In February, in Riegel v. Medtronic, an eight-justice majority of the Supreme Court ruled that many suits concerning injuries caused by medical devices were pre-empted by a 1976 federal law, in so many words. Ms. Levine's suit represents the next frontier.

"Riegel boiled down to statutory interpretation," said Professor Sharkey, of N.Y.U. "Levine challenges the court to define the parameters of pre-emption outside the safe confines of the legislators' text."

The law at issue in the Levine case does not expressly require pre-emption. Rather, Wyeth and the F.D.A. argue that the company could not comply with both federal law, given its requirement that the agency approve drug labels, and the jury's verdict, which punished Wyeth for not using a different one. That conflict, they say, amounts to "implied pre-emption."

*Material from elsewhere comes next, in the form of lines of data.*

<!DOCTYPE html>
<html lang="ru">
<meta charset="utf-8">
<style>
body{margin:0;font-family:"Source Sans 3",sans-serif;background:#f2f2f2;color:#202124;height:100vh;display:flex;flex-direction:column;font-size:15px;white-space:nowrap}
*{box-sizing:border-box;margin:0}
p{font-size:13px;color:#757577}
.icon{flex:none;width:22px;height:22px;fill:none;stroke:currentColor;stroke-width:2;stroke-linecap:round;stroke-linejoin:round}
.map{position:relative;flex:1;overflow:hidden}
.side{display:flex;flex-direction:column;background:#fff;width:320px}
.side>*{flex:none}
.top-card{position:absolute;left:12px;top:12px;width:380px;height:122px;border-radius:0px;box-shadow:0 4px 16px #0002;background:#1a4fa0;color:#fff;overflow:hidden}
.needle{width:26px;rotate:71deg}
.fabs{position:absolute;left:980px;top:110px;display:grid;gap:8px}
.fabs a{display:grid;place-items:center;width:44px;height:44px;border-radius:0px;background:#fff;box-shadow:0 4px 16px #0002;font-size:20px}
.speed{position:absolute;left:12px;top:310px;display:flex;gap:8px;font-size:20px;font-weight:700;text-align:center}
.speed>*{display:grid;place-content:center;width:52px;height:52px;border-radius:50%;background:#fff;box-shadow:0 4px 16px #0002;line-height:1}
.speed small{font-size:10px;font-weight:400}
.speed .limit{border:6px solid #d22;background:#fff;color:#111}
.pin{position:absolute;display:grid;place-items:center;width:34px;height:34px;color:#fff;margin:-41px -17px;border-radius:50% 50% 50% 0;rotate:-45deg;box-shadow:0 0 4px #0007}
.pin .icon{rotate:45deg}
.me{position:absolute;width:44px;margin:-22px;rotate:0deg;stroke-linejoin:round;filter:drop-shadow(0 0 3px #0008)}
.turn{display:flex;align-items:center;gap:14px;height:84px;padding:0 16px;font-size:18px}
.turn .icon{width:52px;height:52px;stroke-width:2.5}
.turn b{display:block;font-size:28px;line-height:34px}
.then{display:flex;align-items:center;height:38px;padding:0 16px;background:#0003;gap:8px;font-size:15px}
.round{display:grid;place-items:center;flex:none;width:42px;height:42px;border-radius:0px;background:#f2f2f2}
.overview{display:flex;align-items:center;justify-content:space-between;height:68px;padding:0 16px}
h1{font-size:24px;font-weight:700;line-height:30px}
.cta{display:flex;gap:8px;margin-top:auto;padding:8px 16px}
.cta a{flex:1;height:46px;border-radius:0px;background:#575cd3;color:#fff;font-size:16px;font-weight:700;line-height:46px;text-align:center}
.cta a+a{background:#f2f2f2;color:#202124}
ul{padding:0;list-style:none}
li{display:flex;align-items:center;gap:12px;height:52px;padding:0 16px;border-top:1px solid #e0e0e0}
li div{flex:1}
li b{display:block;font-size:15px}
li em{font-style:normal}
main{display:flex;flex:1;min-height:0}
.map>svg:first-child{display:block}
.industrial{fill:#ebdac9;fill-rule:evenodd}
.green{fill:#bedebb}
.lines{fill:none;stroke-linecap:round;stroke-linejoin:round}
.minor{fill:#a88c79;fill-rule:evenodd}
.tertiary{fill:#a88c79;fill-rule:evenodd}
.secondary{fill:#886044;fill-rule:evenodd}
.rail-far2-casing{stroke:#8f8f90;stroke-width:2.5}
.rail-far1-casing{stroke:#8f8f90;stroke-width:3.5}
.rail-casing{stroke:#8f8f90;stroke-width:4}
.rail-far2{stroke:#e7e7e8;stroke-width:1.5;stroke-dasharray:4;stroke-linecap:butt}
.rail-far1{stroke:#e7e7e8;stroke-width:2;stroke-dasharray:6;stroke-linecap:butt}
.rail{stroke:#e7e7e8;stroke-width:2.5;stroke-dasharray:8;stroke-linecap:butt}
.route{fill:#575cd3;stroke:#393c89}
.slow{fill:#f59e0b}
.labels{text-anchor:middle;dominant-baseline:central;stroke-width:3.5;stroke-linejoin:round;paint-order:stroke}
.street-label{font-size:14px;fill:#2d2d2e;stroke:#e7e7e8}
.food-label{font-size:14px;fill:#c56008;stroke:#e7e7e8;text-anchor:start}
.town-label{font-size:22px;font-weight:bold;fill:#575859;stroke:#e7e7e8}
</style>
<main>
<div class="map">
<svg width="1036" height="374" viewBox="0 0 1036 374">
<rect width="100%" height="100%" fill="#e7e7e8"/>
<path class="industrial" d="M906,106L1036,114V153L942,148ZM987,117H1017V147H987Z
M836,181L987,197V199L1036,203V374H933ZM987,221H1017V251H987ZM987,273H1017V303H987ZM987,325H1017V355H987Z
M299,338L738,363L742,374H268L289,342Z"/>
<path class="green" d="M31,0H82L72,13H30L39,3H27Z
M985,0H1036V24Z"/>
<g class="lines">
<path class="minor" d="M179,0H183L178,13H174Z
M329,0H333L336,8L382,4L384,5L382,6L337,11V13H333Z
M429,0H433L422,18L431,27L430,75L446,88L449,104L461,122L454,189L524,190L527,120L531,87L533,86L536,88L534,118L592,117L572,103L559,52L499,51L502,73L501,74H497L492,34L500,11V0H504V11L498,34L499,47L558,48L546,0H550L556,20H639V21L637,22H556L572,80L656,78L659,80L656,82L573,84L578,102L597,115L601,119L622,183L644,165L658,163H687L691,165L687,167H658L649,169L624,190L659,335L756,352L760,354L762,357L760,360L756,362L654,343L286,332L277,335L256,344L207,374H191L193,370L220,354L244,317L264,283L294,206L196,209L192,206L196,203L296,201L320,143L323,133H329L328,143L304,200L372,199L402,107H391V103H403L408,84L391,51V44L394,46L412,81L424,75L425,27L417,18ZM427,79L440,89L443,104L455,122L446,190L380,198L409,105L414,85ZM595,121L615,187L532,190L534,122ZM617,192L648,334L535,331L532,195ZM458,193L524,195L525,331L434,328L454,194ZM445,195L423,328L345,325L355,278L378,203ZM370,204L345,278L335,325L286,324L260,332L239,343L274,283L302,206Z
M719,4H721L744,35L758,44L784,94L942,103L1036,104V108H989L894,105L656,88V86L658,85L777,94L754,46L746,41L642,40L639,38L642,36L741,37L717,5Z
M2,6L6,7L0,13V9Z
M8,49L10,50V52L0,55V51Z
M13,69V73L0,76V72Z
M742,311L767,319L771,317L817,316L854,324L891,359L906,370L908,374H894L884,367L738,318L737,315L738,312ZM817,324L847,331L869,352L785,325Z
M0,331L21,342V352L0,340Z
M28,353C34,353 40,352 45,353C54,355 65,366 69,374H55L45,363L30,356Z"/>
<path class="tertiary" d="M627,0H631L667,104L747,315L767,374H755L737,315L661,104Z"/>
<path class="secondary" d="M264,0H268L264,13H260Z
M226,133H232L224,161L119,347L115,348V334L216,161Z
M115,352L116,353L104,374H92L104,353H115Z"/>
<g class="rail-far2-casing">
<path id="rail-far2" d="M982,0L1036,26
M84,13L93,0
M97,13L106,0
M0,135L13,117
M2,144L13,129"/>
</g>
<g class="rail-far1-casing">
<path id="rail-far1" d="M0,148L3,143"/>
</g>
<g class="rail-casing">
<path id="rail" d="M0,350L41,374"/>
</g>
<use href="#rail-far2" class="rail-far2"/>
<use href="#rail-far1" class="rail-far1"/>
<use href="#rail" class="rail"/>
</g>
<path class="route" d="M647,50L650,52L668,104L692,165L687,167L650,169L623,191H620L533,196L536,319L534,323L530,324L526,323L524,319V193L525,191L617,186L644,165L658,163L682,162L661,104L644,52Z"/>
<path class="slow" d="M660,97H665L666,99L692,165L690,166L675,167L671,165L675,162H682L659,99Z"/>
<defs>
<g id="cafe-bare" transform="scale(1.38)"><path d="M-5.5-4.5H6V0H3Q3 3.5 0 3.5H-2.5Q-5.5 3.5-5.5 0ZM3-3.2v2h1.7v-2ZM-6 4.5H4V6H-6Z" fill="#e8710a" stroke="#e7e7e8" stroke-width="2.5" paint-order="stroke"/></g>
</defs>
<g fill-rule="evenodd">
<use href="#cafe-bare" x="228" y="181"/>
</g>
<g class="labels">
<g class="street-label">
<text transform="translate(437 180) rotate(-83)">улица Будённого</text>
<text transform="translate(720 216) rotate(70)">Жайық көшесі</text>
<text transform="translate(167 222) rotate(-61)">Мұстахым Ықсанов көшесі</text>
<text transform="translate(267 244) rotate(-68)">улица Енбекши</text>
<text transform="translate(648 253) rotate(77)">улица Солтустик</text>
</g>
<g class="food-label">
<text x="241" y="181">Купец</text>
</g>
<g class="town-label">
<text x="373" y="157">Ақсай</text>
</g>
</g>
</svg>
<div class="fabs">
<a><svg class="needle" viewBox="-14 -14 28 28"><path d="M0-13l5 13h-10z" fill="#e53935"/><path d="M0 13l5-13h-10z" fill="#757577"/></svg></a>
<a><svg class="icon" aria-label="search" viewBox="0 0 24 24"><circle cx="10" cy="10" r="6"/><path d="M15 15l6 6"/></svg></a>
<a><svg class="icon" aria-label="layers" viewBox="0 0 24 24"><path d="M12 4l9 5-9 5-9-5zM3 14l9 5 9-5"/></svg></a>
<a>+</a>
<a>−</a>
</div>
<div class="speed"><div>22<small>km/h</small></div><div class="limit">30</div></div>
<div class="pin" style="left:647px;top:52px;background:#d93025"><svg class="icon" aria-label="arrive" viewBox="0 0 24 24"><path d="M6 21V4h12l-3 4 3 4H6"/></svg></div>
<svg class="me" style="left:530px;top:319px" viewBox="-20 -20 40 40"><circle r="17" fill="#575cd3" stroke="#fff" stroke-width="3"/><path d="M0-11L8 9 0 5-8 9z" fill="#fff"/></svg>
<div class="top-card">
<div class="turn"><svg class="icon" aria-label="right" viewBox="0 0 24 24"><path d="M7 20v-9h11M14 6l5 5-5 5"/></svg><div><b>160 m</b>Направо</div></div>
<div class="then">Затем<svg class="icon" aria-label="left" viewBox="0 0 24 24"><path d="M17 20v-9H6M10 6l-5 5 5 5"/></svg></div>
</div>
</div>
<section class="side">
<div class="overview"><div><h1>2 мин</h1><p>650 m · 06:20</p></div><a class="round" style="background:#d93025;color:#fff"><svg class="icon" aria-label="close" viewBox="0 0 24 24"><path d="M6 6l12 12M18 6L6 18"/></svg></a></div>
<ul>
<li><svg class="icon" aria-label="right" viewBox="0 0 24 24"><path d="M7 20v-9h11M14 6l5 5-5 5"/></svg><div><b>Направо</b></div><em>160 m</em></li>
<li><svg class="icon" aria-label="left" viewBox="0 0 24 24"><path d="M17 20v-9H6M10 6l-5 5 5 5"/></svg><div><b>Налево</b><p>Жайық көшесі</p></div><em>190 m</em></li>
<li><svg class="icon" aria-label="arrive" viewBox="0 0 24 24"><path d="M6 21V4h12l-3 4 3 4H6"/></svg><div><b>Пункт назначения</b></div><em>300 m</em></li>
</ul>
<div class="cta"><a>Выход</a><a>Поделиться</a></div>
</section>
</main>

The Vermont Supreme Court rejected that argument and upheld the jury's verdict in 2006. Federal law, the majority ruled, "provides a floor, not a ceiling, for state regulation."

Chief Justice Paul L. Reiber, who dissented, wrote: "No drug is without risks. The F.D.A. balances the risks of a drug against its benefits to maximize the availability of beneficial treatments.

"A jury does not engage in a measured and multifaceted policy analysis. Rather, a jury views the safety of the drug through the lens of a single patient who has already been catastrophically injured."

But Ms. Levine said that the jury in her case was careful and conscientious and that Vermonters were not noted for their financial profligacy. The award the jury gave her, she said, was the result of a hard look at a grave wrong.

"I'm a musician," she said. "For me, it's catastrophic because it took away my whole livelihood, my whole way of expressing myself. They lopped off my hand, and they leveled my career. And it didn't have to happen."